Search code examples
pythonpandastextimportcolumnheader

How to skip text being used as column heading using python


I am importing a web log text file in Python using Pandas. Python is reading the headers however has used the text "Fields:" as a header and has then added another column of blanks (NaN's) at the end. How can I stop this text being used as a column heading?

here is my code:

arr = pd.read_table("path", skiprows=3, delim_whitespace=True,      na_values=True)

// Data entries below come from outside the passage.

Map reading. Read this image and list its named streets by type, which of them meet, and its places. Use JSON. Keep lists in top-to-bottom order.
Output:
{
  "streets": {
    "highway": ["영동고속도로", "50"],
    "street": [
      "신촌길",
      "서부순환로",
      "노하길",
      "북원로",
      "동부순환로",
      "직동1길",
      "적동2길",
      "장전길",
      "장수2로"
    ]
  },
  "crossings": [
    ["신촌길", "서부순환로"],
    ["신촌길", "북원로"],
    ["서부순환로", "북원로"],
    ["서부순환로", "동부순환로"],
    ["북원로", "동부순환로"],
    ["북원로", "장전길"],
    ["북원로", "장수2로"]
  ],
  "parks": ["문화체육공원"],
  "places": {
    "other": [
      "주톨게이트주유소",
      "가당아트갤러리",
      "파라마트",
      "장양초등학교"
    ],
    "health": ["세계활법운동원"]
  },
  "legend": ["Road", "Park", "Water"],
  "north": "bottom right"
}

Here is the start of the file:

Software: Microsoft Internet Information Services 7.5

Version: 1.0

Date: 2014-08-01 00:00:25

Fields: date time

2014-08-01 00:00:25...

Result is that 'Fields' is being used as a column heading and a column full of NaN values is being created for column 'time'.


Solution

  • You can do it calling read_table twice.

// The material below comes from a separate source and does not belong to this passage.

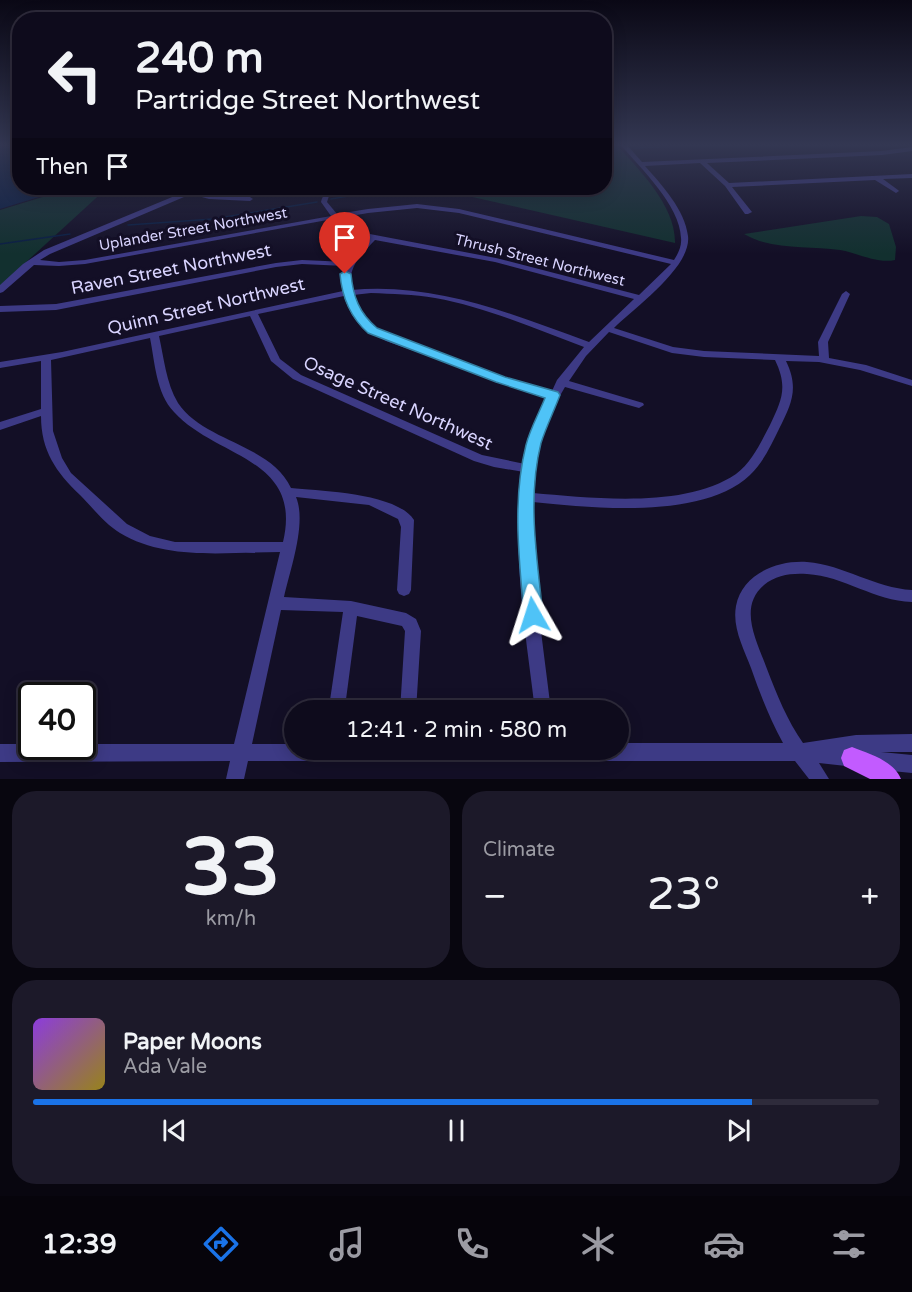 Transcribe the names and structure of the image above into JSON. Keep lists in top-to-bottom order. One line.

    # reads the forth line into 1x1 df being a string, 
    # then splits it and skips the first field:
    col_names = pd.read_table('path', skiprows=3, nrows=1, header=None).iloc[0,0].split()[1:]
    # reads the actual data:
    df = pd.read_table('path', sep=' ', skiprows=4, names=col_names)
    

    If you already know the names of the columns (eg. date and time) then it's even simpler:

    df = pd.read_table('path', sep=' ', skiprows=4, names = ['date', 'time'])